■ Entries provided
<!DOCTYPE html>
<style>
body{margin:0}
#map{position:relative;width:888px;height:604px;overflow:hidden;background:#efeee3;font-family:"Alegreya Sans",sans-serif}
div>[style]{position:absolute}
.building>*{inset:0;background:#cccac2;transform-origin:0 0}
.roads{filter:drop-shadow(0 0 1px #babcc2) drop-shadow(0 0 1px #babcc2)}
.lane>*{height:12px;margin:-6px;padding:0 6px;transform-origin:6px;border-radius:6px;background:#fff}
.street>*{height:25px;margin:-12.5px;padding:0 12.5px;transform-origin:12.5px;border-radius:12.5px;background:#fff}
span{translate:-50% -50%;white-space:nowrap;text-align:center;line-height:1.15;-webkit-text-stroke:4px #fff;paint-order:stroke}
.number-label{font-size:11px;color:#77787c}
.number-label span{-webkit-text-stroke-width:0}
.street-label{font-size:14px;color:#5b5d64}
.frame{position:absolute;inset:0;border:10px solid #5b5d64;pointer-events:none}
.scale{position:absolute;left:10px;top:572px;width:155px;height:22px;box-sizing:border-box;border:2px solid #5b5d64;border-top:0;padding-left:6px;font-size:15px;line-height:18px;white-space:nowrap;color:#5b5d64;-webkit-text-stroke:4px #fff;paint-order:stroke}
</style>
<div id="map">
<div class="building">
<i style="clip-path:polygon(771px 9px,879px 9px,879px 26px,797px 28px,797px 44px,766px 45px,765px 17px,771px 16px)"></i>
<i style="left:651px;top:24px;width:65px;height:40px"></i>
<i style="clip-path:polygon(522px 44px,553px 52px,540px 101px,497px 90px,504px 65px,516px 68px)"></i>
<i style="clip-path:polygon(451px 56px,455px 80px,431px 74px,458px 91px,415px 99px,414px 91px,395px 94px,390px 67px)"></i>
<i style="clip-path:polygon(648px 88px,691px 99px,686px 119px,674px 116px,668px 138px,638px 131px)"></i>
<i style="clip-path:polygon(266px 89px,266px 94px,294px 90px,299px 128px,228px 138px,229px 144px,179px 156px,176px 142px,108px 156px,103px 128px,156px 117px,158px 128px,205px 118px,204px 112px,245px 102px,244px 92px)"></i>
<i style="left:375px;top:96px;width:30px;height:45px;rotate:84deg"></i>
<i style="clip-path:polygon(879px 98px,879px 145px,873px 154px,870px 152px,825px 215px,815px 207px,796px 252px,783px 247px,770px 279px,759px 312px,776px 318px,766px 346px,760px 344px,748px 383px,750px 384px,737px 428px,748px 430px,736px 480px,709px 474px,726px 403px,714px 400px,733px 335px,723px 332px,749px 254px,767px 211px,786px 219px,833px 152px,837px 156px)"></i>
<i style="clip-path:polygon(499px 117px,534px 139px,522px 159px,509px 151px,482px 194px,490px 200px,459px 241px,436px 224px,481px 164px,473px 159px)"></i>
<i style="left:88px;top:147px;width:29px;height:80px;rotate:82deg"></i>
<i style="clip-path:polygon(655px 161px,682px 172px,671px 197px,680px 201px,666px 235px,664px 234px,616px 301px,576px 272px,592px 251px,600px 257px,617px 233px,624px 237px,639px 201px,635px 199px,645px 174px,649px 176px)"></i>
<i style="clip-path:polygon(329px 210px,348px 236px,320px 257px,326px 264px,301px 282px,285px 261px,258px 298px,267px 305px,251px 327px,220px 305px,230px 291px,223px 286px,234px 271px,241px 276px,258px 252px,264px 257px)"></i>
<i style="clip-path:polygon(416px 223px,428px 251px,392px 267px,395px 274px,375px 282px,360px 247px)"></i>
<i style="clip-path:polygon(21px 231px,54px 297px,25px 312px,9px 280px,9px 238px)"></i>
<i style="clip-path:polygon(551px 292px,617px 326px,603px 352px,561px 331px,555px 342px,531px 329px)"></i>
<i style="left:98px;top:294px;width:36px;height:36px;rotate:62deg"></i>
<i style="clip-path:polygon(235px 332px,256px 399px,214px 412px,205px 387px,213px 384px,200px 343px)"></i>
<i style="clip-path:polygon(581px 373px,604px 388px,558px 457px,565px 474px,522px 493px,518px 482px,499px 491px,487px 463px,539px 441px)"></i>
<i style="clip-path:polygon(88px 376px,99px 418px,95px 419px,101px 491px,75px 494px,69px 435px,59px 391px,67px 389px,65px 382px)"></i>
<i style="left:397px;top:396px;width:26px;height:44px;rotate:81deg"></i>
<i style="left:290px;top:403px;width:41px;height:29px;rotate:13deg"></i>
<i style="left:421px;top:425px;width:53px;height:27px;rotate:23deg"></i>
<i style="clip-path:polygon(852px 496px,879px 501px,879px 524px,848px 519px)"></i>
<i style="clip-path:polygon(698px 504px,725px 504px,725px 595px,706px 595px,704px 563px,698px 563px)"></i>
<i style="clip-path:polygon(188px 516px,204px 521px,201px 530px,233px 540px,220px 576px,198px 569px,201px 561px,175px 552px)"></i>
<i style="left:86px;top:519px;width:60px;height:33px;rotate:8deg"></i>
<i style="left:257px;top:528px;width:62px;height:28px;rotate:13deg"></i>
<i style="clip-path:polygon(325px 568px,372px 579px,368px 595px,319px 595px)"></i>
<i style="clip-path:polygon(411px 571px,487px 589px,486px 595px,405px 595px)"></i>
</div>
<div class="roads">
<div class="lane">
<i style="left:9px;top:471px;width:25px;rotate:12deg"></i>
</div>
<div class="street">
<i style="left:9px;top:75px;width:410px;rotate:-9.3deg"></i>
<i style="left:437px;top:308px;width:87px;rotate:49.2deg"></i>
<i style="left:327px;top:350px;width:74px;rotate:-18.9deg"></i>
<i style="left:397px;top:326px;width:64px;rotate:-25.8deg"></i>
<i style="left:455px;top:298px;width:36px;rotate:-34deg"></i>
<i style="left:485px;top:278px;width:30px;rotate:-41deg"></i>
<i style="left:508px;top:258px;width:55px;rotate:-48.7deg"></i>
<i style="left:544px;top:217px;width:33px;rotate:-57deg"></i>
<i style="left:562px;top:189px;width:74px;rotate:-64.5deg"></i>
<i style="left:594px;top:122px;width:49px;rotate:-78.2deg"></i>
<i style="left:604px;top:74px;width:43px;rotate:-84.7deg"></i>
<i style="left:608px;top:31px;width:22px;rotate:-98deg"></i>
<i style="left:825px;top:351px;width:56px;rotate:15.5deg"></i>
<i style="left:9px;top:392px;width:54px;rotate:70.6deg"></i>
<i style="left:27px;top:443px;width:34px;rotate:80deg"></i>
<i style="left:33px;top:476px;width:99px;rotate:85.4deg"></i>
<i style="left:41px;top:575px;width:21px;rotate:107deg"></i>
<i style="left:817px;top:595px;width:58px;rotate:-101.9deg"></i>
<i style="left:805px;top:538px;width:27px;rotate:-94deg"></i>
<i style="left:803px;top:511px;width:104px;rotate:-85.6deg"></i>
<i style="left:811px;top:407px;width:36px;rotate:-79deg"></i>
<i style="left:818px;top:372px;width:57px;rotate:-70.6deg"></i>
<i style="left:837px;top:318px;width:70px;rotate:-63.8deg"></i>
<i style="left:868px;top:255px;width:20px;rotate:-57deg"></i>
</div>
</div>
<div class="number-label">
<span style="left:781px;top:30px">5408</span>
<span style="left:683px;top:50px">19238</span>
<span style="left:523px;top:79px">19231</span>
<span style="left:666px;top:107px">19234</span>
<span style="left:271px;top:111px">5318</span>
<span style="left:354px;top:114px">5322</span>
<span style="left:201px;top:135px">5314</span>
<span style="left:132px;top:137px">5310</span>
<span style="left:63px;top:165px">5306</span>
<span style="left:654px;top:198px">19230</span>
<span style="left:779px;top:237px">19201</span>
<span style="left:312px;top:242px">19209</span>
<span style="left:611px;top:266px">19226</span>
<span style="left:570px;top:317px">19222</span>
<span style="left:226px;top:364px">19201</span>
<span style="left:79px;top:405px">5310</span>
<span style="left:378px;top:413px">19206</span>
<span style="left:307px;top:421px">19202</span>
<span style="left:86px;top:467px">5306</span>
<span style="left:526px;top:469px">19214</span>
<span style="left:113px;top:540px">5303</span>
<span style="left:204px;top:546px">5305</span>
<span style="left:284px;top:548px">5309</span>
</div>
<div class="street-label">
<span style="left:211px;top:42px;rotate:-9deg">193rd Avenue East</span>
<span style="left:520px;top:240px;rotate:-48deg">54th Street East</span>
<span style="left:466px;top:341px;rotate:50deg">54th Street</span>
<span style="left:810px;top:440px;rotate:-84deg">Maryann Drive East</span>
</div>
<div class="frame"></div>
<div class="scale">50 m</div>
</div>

■ Work instructions
Please copy out each line of the listing above that contains the string "lane".

■ Output of the exercise
.lane>*{height:12px;margin:-6px;padding:0 6px;transform-origin:6px;border-radius:6px;background:#fff}
<div class="lane">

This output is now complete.